Por su parte, la izquierda musulmana debería significarse frente al anti-judaísmo inveterado que permea las sociedades islámicas y que reverberó en las concentraciones de protesta en contra de Israel al grito de ¡Jáibar, Jáibar!, referencia al oasis histórico de la península arábiga donde en el año 628 las fuerzas del islam exterminaron a la población judía. Judeofobia que alimenta el rechazo hacia Israel y explica el doble rasero de calificar la guerra contra Hamás de genocidio, pero guardar un elocuente silencio frente a crímenes con la marca de genocidio perpetrados contra musulmanes: el de los rohinyás en Myanmar —actualmente expulsados de Bangladés— o el trato del Partido Comunista de China a los uigures: más de un millón internados en centros de “reeducación”. En otro orden de cosas, pero en línea con lo anterior e igualmente con un trasfondo étnico-religioso, tenemos, de nuevo, la erradicación de los cristianos armenios. Tal y como se ha denunciado en estas páginas. Tras evacuar a la población civil armenia de las tierras que han ocupado durante siglos, Nagorno-Kabaraj será forzosamente integrado en Azerbaiyán, con el beneplácito del presidente turco, Erdogan, quien considera a Hamás un movimiento de resistencia, pero no duda en favorecer las políticas revisionistas en el sur del Cáucaso.

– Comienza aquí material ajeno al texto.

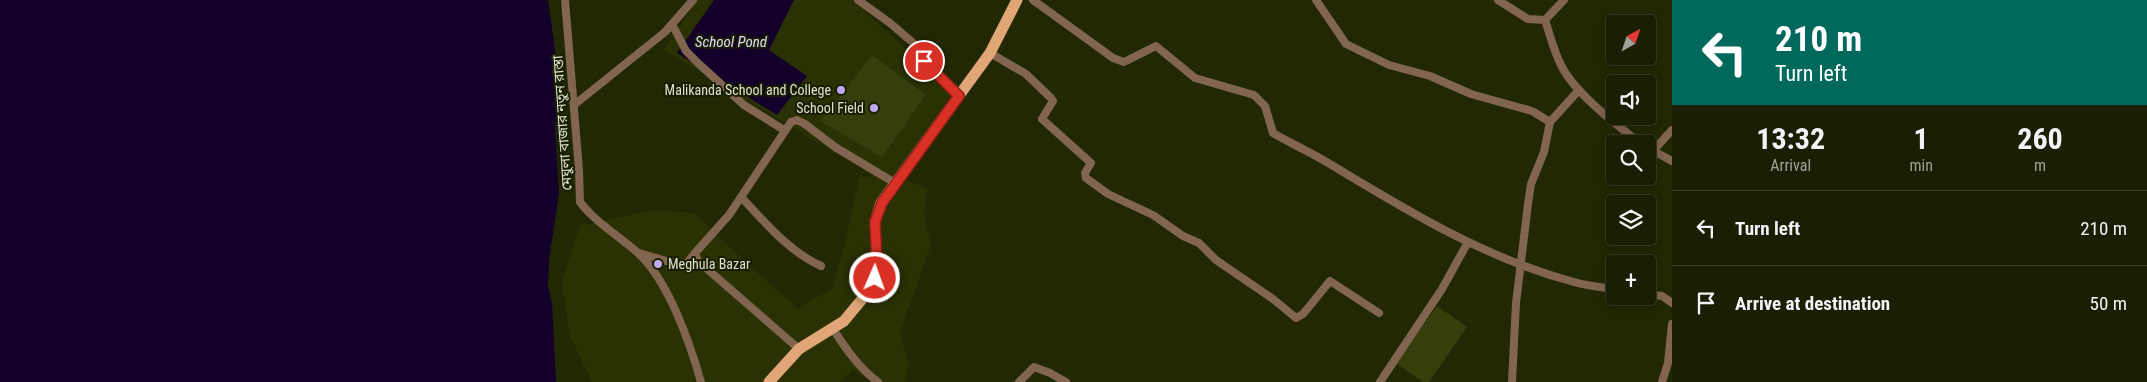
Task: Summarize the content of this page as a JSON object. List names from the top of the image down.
{
  "streets": {
    "street": ["মেঘুলা বাজার নতুন রাস্তা"]
  },
  "water": ["School Pond"],
  "places": ["Malikanda School and College", "School Field", "Meghula Bazar"],
  "north": "top right",
  "page": {
    "turn": ["210 m", "Turn left"],
    "map_buttons": "+",
    "eta": [
      "13:32",
      "Arrival",
      "1",
      "min",
      "260",
      "m"
    ],
    "list": [
      {
        "name": "Turn left",
        "value": "210 m"
      },
      {
        "name": "Arrive at destination",
        "value": "50 m"
      }
    ]
  }
}
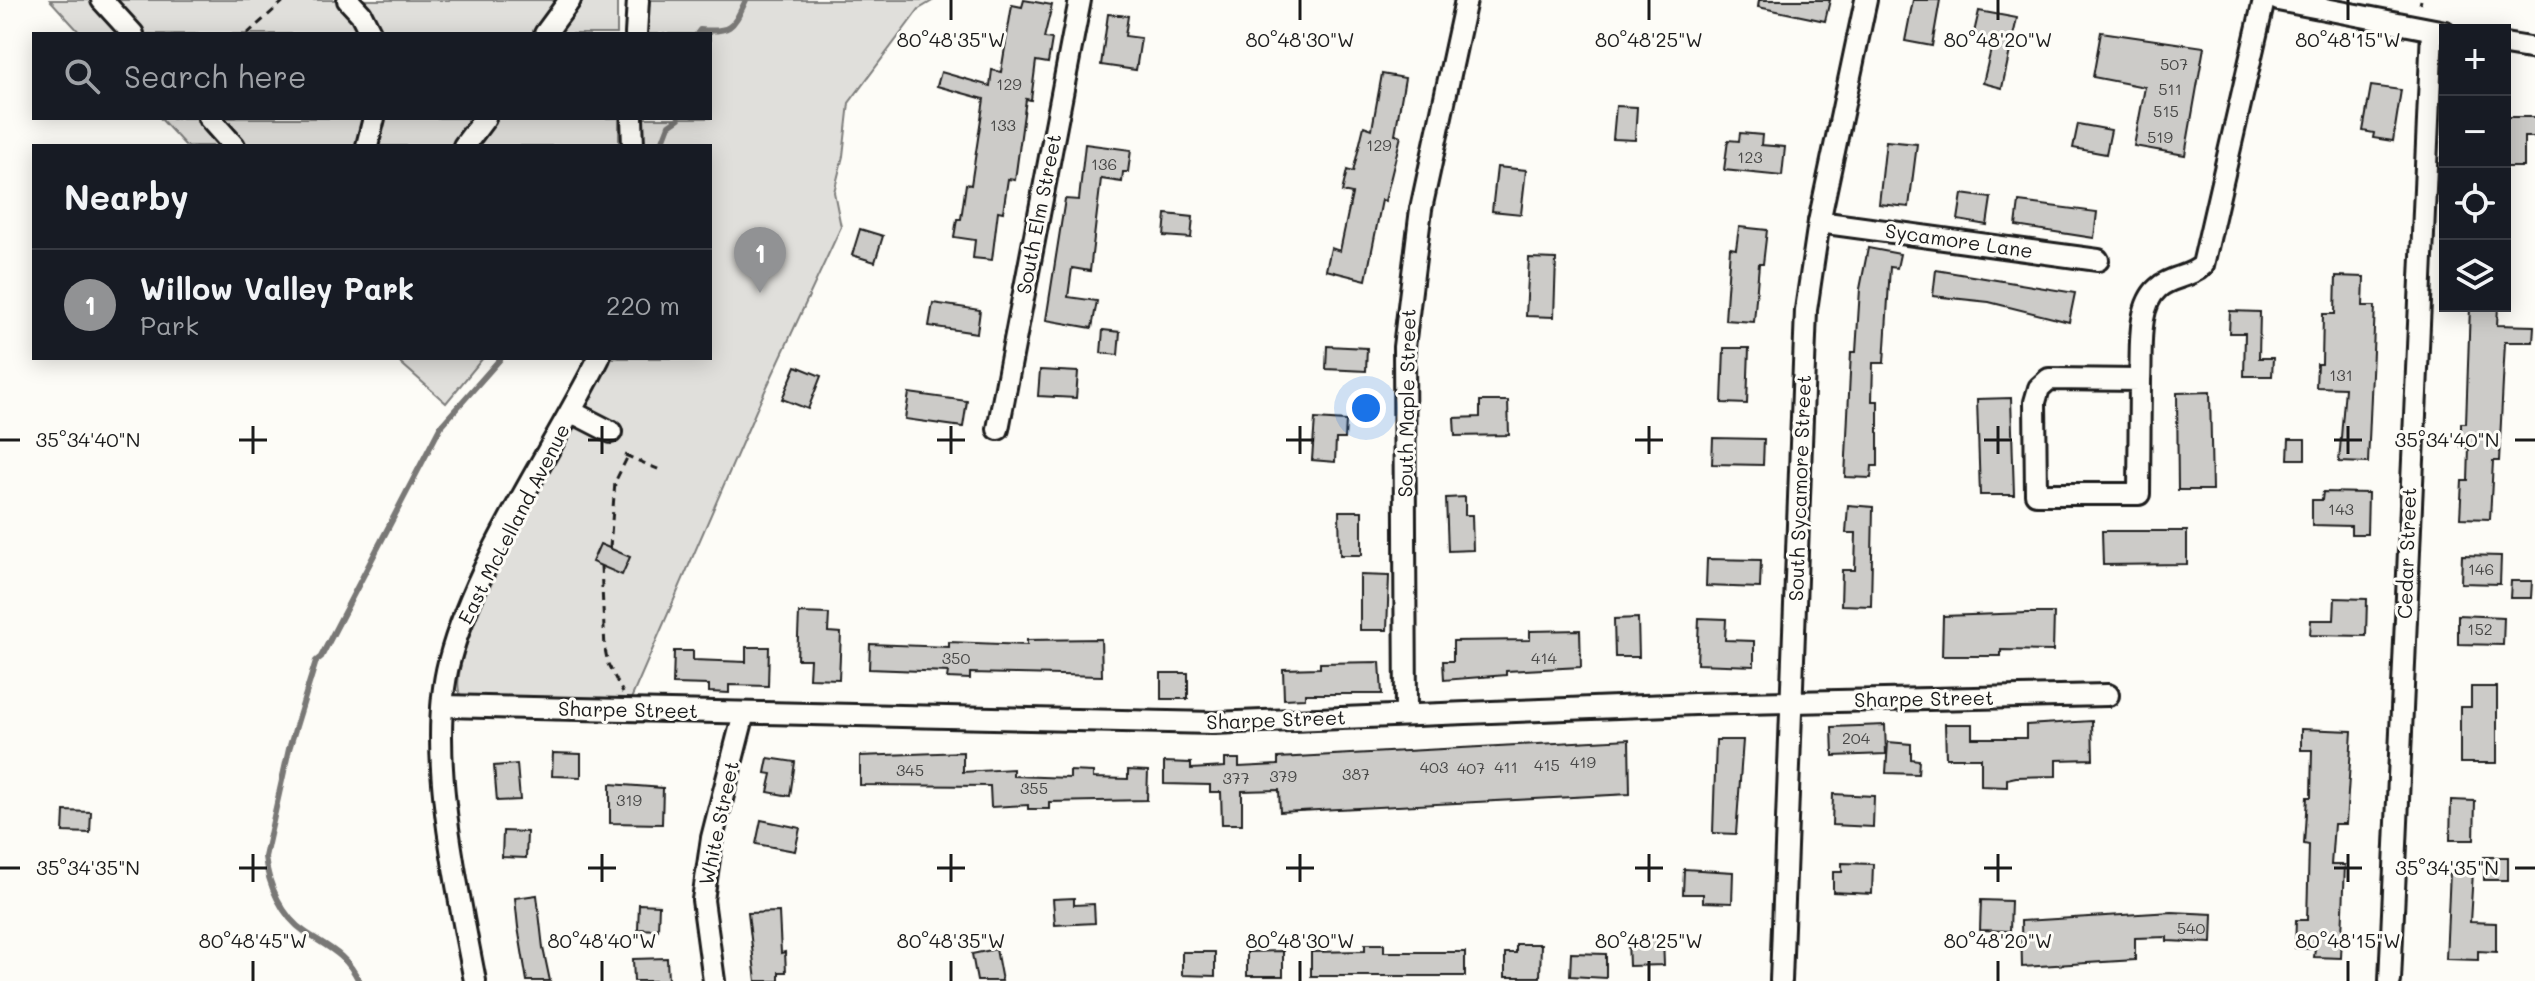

Tampoco ayuda el dogma de presentar a Israel como una anomalía, un cuerpo ajeno al entorno, compuesto por judíos blancos llegados de Europa. Idea que omite el origen oriental de cerca de la mitad de la población israelí, los mizrají, algunos presentes en Tierra Santa desde siglos, y el resto mayoritariamente llegados de los países del entorno de donde fueron expulsados tras fundarse el Estado hebreo. Quienes consideren a Israel como un “Estado artificial”, escribe el columnista paquistaní Kunwar Khuldune Shahid en The Freethinker, deberían fijarse en el carácter arbitrario de los Estados poscoloniales, formados a modo de retales y costurones, con especial énfasis en el que es, en muchos aspectos, el doble de Israel: Pakistán, creado en 1947 sobre la base de una teoría defendida por la Liga Musulmana, sin contar con el consentimiento de los 14 millones de indios desplazados —el mayor éxodo de la historia— entre zonas del subcontinente tan diferenciadas entre sí como lo pueden ser Polonia y Portugal en Europa.

Cualquier solución, por lejana que pueda parecer hoy, más allá de la fórmula de los dos Estados, requiere ahondar en la seguridad, la esperanza y la confianza. Las dos primeras, lógico intercambio entre israelíes y palestinos, como aclaró el antiguo director del servicio secreto interior israelí, Ami Ayalon, en una entrevista publicada en La Vanguardia. La tercera, porque en ausencia de confianza, impera el miedo, la sospecha y las posiciones defensivas. Para Israel, que ha padecido de continuo la hostilidad belicosa de sus vecinos, la confianza pasa por normalizar relaciones y que se acepte la legitimidad de su Estado. Para los palestinos, poner fin a la expansión de los asentamientos de colonos propiciado por Netanyahu y al borrado de sus derechos. A menos que unos y otros separen la tierra en disputa de las percepciones religiosas extremas, no habrá soluciones duraderas.